Director: Júlio Manjate   ||  Director(a) Adjunto(a): 

 A mineradora Vale-Moçambique revela estar a melhorar a sua “performance operacional”, ao superar, no terceiro trimestre de 2018, a produção e receitas de venda de carvão mineral do trimestre anterior.
A produção de carvão subiu de 2,9 milhões para 3,2 milhões de toneladas. O volume de vendas esteve na ordem dos 3,3 milhões, contra 2,6 milhões de toneladas do segundo trimestre. As receitas na venda do carvão ascenderam dos 354 milhões, no segundo trimestre, para 433 milhões de dólares norte-americanos no terceiro trimestre.
O aumento traduziu-se em mais impostos. O contributo para Moçambique foi de sete milhões de dólares em “royalties”, contra seis milhões pagos no segundo trimestre.
Apesar deste crescimento operacional, a empresa registou, no período em análise, prejuízos, em termos de resultado líquido, de 399 milhões de dólares, contra os 193 milhões do período comparativo, um cenário que já era previsto pela empresa.
A mineradora explica que o encerramento de contratos de transbordo de carvão mineral e o aumento dos custos operacionais de produção afectaram as receitas líquidas da Vale-Moçambique, no período. O valor de encerramento dos contratos de transbordo atingiu 170 milhões de dólares.

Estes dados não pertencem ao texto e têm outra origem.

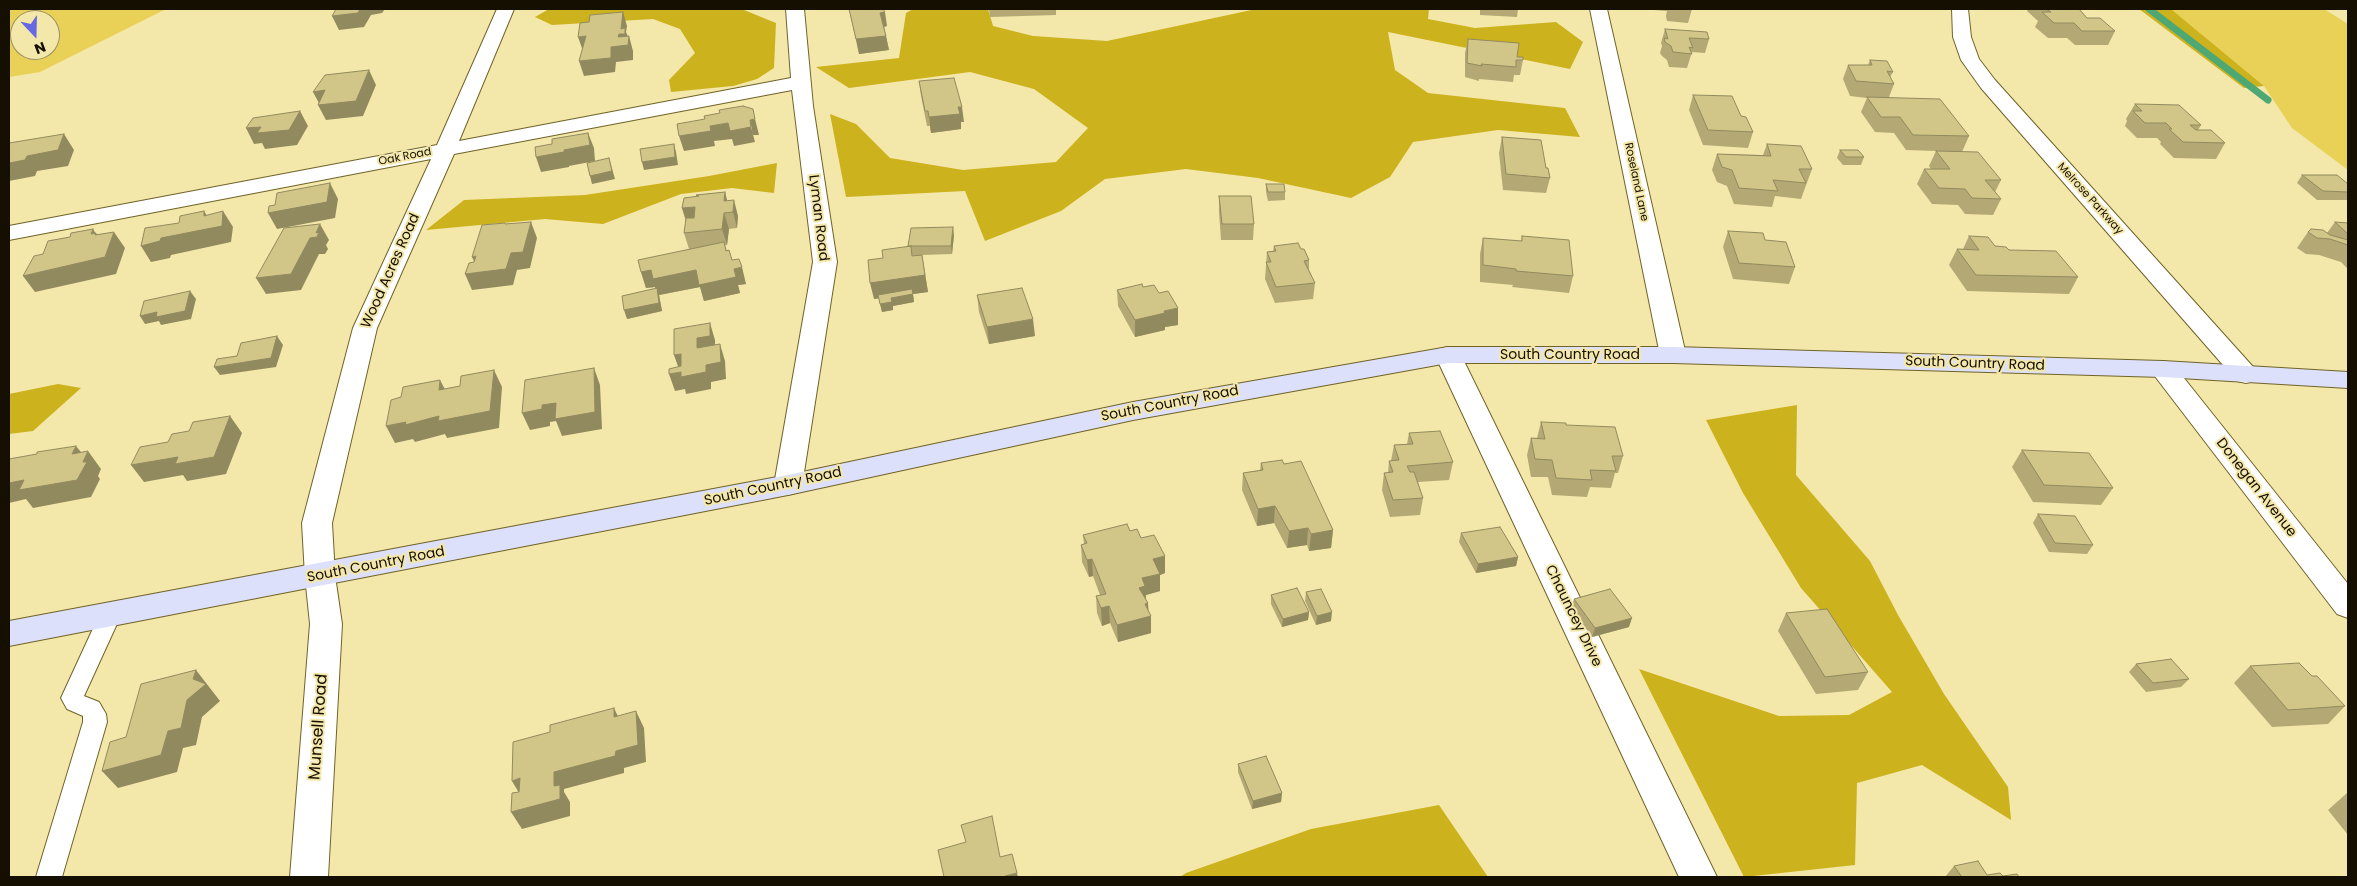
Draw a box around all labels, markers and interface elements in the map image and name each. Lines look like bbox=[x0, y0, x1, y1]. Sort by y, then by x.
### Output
north arrow bbox=[10, 10, 60, 60]
text: N bbox=[32, 37, 49, 59]
street label: Roseland Lane bbox=[1621, 142, 1651, 222]
street label: Oak Road bbox=[378, 145, 432, 169]
street label: Melrose Parkway bbox=[2054, 160, 2126, 238]
street label: Lyman Road bbox=[804, 174, 832, 262]
street label: Wood Acres Road bbox=[358, 211, 424, 331]
street label: South Country Road bbox=[1500, 347, 1640, 363]
street label: South Country Road bbox=[1905, 353, 2045, 375]
street label: South Country Road bbox=[1100, 382, 1240, 426]
street label: Donegan Avenue bbox=[2212, 435, 2300, 541]
street label: South Country Road bbox=[703, 464, 843, 510]
street label: South Country Road bbox=[306, 543, 446, 587]
street label: Chauncey Drive bbox=[1541, 562, 1605, 670]
street label: Munsell Road bbox=[306, 673, 332, 781]

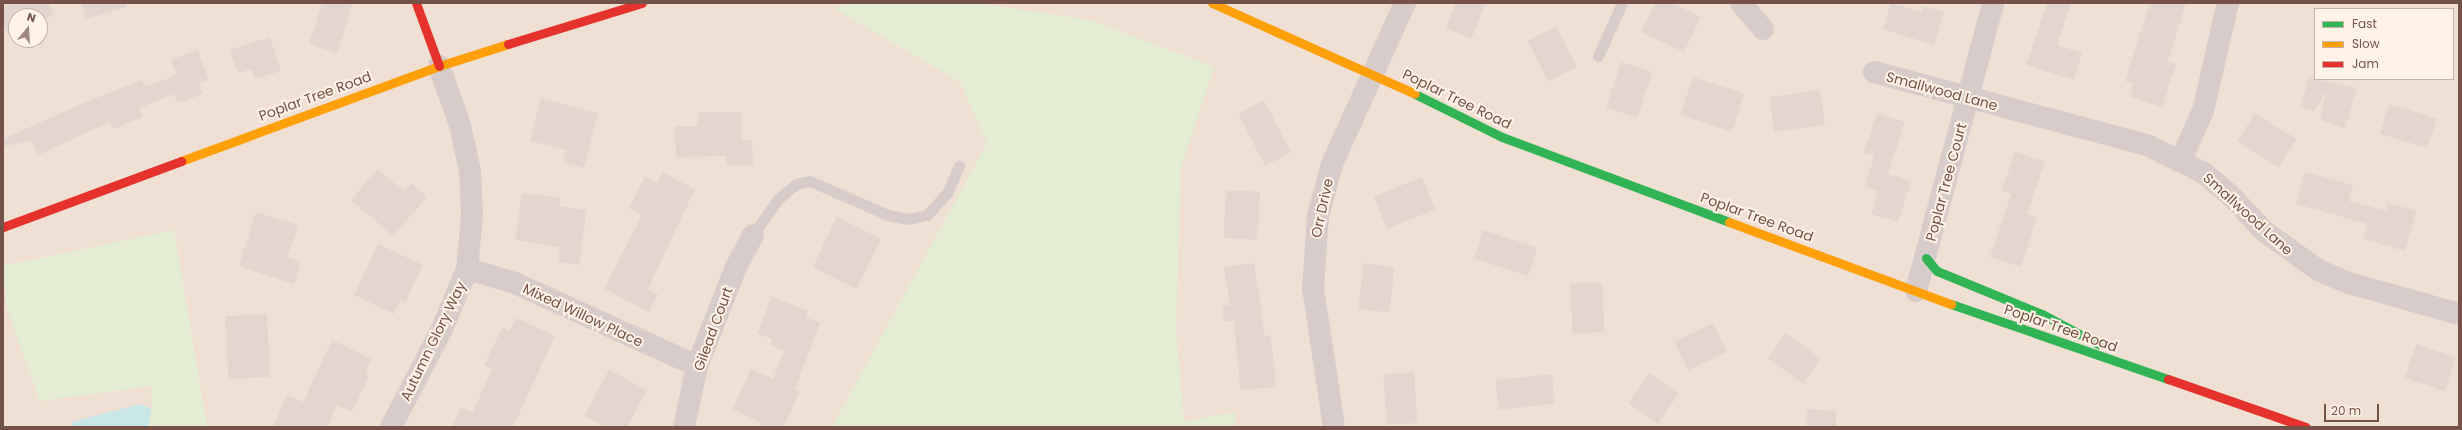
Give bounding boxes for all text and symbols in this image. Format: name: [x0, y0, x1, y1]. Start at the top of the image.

Em decurso disto, a empresa registou um prejuízo acumulado de receitas líquidas, até o final do terceiro trimestre, de aproximadamente 731 milhões de dólares. 
A Vale-Moçambique revelou os dados ontem, em Maputo, em conferência de imprensa para divulgação dos resultados financeiros e de produção.
“Ficamos com um prejuízo de 399 milhões de dólares por conta de um evento não recorrente, que foi a conclusão das operações de transbordo registadas na contabilidade ao longo do período. Tirando esses 170 milhões, desse número de 399 milhões de dólares negativos o resultado está mais ou menos em linha com os dois primeiros trimestres, que é um prejuízo na ordem 140 milhões de dólares decorrentes da depreciação da base dos activos e juros dos empréstimos que o accionista fez. Era esperado”, explicou o director Financeiro, Marcelino Tertuliano.
Aquele gestor informou que, por conta de custos operacionais para atingir a eficiência da produção, o resultado do que foi produzido, menos os gastos envolvidos nessa produção (EBITDA), foi de 27 milhões de dólares negativos.
“Começámos o trimestre com 22 milhões de dólares positivos. No segundo trimestre, atingimos 32 milhões de dólares acumulados e menos 27 milhões do terceiro trimestre. Chegámos a um EBITDA acumulado do ano de cinco milhões de dólares”, disse, citado pela AIM.
Os accionistas tiveram de pedir empréstimo para desenvolver o projecto levado a cabo pela Vale em Moçambique. A dívida resultante desse investimento mantém-se estável. Foi acrescida somente de juros decorrentes do período, segundo os responsáveis da empresa.
Além da mina de carvão, a Vale investiu na componente ferro-portuária. Só na mina, os accionistas investiram até hoje um total de seis mil milhões de dólares. Hoje, com o acréscimo dos juros, o valor chega aos oito mil milhões de dólares, o que corresponde a um aumento de mais 118 milhões de dólares em relação ao segundo trimestre. 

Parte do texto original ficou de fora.